• **Listed entries**:
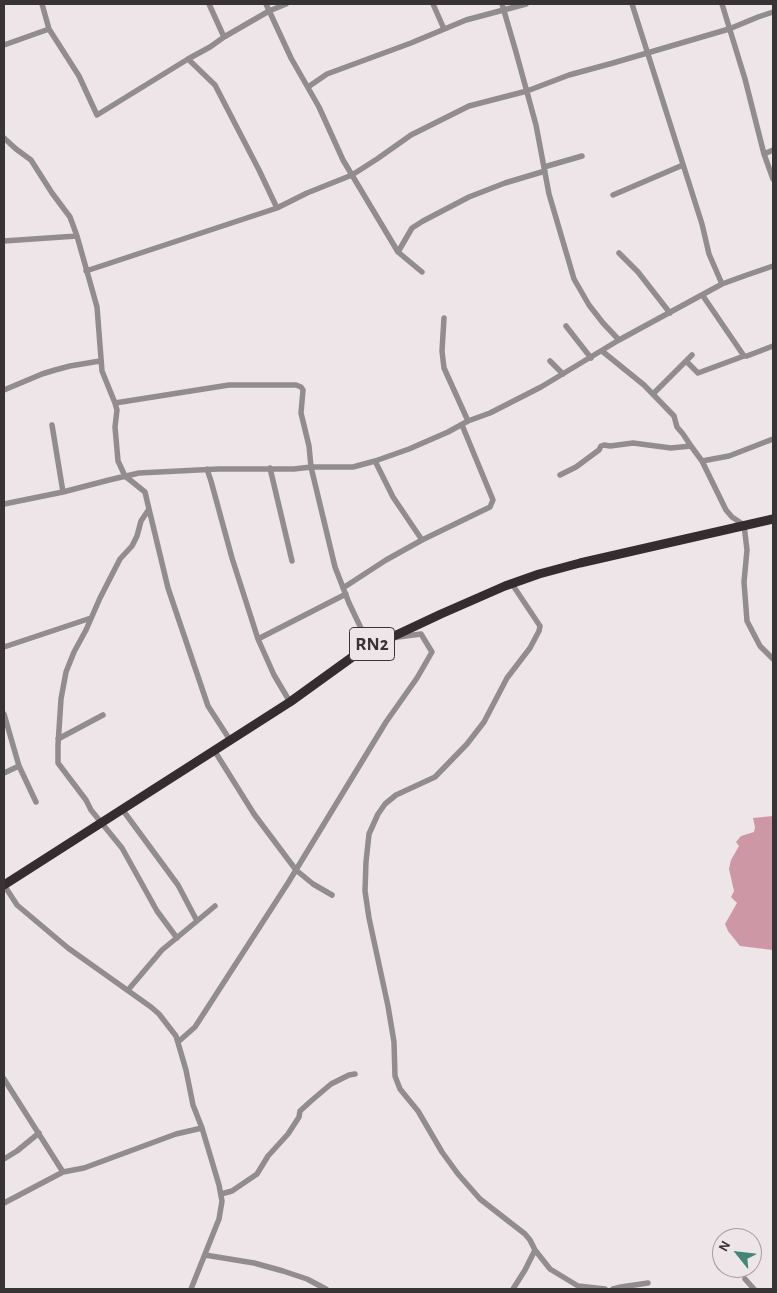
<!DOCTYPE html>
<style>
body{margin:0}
#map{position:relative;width:777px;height:1293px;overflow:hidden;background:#ede5e7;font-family:"Alegreya Sans",sans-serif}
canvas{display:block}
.frame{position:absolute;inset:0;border:5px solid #383435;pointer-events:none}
.north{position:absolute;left:712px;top:1228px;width:50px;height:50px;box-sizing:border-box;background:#ede5e7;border:1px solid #a59ea0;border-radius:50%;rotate:299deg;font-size:14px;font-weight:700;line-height:20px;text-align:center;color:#383435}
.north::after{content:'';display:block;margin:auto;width:18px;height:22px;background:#448576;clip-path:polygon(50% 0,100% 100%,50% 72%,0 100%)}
</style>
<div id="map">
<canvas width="777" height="1293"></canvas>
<div class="frame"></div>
<div class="north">N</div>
</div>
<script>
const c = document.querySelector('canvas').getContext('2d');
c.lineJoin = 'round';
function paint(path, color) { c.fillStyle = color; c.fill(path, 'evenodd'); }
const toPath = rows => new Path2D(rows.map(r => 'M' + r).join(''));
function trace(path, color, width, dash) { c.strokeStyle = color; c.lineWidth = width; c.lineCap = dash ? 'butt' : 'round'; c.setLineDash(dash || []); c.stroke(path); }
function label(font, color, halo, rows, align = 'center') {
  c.font = font + ' "Alegreya Sans",sans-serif'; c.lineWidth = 4; c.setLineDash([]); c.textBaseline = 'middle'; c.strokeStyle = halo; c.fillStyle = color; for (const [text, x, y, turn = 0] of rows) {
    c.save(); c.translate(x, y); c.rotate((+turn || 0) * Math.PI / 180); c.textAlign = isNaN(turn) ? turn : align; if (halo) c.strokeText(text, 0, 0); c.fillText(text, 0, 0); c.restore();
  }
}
paint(toPath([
 [773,816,773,950,740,946,728,931,725,924,737,903,731,897,734,891,729,869,731,860,739,846,736,842,741,836,754,832,755,827,753,818]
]), '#ce97a6');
trace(toPath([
 [42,4,49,29,79,76,97,115,188,59,210,47,224,37,269,11,286,4],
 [209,4,224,37],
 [266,4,291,58,319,107,343,160,398,252,422,272],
 [433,4,444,29],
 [502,4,516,52,536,125,549,194,574,279,589,305,603,323,619,340],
 [632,4,702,224,709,254,722,284],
 [722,4,745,79,764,154,773,179],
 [4,45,49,29],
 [188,59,215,85,259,170,277,208],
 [308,87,327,74,411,43,466,20,526,4],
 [4,138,16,149,31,160,52,193,70,217,77,236,97,307,102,371,115,403,117,410,115,427,118,461,125,476,145,492,149,509,141,521,137,536,132,546,120,559,100,598,86,630,74,652,66,672,61,699,58,745,58,763,86,800,91,810,122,848,157,911,177,938],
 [764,154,773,150],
 [544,167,582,156],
 [613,195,683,165],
 [4,241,77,236],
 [398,252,412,228,423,221,469,197,505,183,545,171],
 [619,253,638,272,670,313],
 [86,271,277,208,307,193,352,175,377,159,411,135,469,106,527,91,569,75,613,63,729,29,758,17,773,12],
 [703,296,744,356,747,356,773,346],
 [444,318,442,351,444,368,468,421],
 [566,326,591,358],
 [602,351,644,385,674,416,677,427,683,434,691,446],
 [550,361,563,374],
 [687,362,698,373,744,356],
 [4,390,42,374,55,370,70,366,100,361],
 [654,395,655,392,692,355],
 [115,403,229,385,296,385,301,387,303,390,301,413,309,446,311,467,335,567,349,603,369,645],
 [52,425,63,492],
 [375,461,393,497,422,540],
 [702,461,729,456,773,439],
 [270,468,292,561],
 [207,469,211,481,232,558,258,639,274,675,290,702],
 [560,475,576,467,599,450,601,446,604,445,610,446,633,443,671,448,691,446,702,461,726,510,732,517,744,525,747,550,744,582,747,621,760,646,773,659],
 [4,504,63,492,109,480,139,473,218,469,294,469,311,467,353,467,375,461,409,449,448,432,468,421,490,413,541,387,619,340,722,284,744,276,773,266],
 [149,509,168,588,208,706,230,740],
 [512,584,540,626,539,631,530,648,507,678,484,722,467,744,435,777,396,795,385,804,378,814,369,834,366,862,365,891,369,918,388,1006,394,1042,395,1076,400,1089,418,1111,442,1152,458,1174,480,1199,525,1234,530,1240,535,1250,550,1269,578,1286,605,1289],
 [343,588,386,560,422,540,490,507,493,500,462,425],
 [258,639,346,594],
 [4,647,91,618],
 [4,714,19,766,36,802],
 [58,739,103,715],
 [214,750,254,814,296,870,313,884,332,895],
 [4,773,19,766],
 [122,809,178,885,197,921,162,950,128,990],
 [4,885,17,905,68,948,151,1007,159,1014,176,1036,186,1070,193,1105,202,1128,219,1185,222,1201,219,1219,191,1289],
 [197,921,215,906],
 [178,1042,195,1027,288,883,386,722,417,678,432,652,421,634,398,637],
 [4,1079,63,1172],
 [4,1159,17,1151,39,1133],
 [221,1194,232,1191,257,1174,268,1156,288,1134,299,1117,300,1111,311,1101,331,1084,349,1075,355,1074],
 [4,1203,63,1172,84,1168,176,1134,202,1128],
 [205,1255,254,1263,283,1271,307,1279,326,1289],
 [745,1279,754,1289],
 [513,1289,525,1270,535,1250],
 [613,1289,621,1287,648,1283]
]), '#918d8e', 5.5);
trace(toPath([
 [4,885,290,702,369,645,392,637,441,614,505,586,539,574,580,563,773,519]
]), '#342d2f', 9);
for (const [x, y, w] of [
 [372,644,45]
]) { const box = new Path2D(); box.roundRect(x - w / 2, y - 16.5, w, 33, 4); c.fillStyle = '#ede5e7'; c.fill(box); trace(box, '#383435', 1); }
label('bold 19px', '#383435', null, [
 ["RN2",372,644]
]);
</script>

• **Exercise objective**:
Scan the material above for lines that contain the string "function", and copy each such line.

• **Expected output**:
function paint(path, color) { c.fillStyle = color; c.fill(path, 'evenodd'); }
function trace(path, color, width, dash) { c.strokeStyle = color; c.lineWidth = width; c.lineCap = dash ? 'butt' : 'round'; c.setLineDash(dash || []); c.stroke(path); }
function label(font, color, halo, rows, align = 'center') {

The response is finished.